_YOUR TASK:_ Go through the entries below and tally the lines containing the string "labels"; report only the tally.

┏━━

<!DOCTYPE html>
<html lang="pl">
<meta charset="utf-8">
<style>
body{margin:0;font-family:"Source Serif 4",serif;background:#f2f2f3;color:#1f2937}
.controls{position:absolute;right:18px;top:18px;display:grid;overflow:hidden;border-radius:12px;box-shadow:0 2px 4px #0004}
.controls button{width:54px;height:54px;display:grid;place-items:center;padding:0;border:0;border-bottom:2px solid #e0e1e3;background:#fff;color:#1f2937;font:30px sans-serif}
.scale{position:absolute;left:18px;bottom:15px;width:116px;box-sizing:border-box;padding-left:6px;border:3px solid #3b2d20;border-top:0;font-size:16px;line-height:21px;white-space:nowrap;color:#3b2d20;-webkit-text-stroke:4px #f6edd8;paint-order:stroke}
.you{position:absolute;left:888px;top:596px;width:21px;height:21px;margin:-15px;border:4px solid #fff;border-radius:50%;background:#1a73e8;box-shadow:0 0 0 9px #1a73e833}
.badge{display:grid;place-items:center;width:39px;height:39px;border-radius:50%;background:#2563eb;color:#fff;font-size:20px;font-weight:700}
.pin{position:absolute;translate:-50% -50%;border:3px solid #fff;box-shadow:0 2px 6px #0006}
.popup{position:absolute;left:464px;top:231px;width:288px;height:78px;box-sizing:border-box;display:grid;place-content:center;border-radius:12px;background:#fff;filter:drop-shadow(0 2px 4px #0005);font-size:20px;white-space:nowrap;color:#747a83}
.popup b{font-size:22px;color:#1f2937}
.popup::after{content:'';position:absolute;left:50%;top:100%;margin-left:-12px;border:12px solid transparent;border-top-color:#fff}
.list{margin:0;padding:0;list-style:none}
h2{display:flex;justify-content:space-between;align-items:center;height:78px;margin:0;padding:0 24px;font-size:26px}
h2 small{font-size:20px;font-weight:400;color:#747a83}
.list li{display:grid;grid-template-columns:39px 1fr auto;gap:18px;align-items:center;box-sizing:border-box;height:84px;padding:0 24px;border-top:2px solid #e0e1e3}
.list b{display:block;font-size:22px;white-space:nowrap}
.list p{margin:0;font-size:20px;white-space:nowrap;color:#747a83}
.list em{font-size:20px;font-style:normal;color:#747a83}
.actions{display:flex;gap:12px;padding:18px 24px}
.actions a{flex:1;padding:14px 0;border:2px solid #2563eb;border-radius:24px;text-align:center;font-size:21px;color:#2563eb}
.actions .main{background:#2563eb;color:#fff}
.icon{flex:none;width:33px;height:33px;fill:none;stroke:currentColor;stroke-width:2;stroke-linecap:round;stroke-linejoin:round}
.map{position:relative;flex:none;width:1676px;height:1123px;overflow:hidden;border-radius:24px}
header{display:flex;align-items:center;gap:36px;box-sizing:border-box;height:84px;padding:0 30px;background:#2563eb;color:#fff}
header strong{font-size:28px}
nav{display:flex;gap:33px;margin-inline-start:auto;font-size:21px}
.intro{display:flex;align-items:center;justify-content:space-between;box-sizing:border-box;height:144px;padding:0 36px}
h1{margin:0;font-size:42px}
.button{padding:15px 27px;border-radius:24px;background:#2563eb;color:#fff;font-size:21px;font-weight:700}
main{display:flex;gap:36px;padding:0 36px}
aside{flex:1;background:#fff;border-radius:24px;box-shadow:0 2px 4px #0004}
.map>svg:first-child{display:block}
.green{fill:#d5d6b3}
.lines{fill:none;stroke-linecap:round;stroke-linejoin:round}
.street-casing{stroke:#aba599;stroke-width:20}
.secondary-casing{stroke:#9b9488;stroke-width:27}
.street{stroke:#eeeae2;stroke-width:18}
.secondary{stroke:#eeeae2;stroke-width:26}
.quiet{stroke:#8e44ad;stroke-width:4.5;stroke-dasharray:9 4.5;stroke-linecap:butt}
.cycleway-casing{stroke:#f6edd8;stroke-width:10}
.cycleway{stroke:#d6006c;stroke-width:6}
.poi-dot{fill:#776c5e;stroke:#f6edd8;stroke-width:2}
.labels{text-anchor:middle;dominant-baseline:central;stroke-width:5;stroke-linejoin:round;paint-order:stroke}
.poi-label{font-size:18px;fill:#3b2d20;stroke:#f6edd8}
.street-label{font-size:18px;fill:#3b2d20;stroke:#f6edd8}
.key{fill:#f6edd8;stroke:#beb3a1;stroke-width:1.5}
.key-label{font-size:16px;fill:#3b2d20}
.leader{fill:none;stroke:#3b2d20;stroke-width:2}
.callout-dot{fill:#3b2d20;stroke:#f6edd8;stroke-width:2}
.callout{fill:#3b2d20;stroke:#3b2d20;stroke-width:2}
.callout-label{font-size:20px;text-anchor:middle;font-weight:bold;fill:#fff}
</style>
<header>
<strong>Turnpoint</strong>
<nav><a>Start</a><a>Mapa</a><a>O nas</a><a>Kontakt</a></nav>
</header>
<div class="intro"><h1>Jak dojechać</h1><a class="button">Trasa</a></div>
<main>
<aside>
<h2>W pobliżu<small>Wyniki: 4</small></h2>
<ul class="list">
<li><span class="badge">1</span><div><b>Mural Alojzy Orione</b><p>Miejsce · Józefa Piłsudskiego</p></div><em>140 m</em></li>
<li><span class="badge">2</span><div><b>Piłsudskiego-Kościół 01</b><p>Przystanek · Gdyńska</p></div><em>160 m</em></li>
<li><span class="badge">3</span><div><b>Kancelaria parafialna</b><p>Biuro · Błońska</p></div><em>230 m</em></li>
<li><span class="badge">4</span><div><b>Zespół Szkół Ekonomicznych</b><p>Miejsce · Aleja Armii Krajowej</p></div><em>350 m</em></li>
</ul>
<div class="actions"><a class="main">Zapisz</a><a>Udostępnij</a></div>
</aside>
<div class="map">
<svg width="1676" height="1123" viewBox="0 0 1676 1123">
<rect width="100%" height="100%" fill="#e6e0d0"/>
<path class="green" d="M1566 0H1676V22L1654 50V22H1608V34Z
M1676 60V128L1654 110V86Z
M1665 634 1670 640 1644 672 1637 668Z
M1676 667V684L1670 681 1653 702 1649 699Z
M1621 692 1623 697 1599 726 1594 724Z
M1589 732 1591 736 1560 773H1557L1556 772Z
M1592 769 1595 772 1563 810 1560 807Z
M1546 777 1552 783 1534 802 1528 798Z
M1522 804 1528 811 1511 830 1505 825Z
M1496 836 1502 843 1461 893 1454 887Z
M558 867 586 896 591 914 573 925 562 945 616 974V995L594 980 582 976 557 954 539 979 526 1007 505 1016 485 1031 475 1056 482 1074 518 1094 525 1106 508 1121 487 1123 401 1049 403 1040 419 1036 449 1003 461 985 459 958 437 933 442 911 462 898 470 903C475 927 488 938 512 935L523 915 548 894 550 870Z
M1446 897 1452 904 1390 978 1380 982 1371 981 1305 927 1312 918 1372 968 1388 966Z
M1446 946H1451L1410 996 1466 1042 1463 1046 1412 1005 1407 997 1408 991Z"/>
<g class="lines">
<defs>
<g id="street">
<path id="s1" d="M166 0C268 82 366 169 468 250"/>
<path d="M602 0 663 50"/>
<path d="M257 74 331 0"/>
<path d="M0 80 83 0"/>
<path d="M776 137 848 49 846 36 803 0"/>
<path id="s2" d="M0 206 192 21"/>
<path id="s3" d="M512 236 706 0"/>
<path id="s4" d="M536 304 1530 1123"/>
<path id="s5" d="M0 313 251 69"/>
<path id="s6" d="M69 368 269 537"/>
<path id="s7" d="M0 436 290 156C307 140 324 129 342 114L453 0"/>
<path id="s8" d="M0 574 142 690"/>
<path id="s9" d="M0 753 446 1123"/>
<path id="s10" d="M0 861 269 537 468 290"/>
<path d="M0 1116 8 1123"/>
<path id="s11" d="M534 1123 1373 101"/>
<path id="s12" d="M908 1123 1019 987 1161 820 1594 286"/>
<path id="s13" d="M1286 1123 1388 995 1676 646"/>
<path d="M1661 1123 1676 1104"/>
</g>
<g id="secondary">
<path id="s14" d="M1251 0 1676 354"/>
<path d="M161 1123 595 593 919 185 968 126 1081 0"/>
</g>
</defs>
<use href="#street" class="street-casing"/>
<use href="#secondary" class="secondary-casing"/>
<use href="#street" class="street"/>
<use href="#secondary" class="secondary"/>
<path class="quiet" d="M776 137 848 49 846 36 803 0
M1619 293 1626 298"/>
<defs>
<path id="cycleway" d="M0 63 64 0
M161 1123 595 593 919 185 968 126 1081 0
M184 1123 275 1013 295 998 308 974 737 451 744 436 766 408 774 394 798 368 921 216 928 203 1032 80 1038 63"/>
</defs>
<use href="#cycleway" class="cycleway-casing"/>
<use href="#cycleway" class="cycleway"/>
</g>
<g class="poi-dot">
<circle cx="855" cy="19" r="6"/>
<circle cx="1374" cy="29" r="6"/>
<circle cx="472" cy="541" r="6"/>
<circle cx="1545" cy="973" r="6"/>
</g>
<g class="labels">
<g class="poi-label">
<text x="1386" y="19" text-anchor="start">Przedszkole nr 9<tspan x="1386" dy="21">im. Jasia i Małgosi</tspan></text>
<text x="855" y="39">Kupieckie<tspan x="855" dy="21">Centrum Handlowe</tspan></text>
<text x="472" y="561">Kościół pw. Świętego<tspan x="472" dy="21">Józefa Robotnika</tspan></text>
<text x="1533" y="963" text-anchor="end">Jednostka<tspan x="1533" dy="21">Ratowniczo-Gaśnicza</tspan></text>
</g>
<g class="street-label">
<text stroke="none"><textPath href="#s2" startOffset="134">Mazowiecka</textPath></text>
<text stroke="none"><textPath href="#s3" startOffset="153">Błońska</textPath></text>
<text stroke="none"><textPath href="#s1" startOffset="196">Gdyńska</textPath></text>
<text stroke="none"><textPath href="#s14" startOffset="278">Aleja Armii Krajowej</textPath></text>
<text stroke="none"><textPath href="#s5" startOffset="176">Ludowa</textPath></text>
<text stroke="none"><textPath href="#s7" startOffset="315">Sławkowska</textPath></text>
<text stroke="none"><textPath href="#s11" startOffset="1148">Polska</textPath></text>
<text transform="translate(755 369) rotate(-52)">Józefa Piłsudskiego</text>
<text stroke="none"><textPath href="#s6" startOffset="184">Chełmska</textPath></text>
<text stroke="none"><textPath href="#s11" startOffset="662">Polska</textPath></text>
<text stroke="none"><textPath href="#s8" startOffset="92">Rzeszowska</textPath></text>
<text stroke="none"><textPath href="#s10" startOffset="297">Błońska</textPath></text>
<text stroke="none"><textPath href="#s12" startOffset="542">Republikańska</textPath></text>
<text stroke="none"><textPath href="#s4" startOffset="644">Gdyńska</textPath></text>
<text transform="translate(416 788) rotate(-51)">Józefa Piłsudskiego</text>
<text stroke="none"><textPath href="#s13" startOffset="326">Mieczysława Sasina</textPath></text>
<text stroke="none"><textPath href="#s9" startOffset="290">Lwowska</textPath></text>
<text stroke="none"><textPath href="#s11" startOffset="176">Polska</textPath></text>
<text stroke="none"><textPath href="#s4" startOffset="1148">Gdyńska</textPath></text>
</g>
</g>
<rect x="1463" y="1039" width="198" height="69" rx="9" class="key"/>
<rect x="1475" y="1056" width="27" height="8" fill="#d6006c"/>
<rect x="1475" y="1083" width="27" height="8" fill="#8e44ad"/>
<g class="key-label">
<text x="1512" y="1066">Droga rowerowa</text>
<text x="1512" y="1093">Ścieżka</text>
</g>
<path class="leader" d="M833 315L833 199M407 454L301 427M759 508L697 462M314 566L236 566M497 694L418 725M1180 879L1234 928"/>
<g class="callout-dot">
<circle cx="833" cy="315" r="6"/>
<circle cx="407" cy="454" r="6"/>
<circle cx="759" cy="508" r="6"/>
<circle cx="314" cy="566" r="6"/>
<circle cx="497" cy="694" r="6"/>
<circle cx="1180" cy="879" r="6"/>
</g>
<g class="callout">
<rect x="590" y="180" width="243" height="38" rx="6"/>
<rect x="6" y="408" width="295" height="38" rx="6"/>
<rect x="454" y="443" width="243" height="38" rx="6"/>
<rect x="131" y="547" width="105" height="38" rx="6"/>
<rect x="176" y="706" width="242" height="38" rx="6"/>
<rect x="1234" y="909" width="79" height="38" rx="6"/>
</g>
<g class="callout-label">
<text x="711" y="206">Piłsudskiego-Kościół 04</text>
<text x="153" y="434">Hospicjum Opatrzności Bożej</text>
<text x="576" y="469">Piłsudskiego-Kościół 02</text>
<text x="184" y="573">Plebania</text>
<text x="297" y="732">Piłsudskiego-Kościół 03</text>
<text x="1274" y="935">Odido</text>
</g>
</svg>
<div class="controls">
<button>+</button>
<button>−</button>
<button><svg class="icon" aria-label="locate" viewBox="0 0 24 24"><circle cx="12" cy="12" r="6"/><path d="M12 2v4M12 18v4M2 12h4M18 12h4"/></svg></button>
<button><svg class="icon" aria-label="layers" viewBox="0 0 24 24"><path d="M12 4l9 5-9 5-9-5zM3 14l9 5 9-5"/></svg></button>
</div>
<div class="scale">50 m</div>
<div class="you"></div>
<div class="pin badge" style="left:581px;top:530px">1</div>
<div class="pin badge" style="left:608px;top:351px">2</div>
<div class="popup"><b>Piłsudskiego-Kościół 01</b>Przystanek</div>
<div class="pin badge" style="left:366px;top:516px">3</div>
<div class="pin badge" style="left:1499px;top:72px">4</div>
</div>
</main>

┗━━

_RESPONSE BOX:_ 2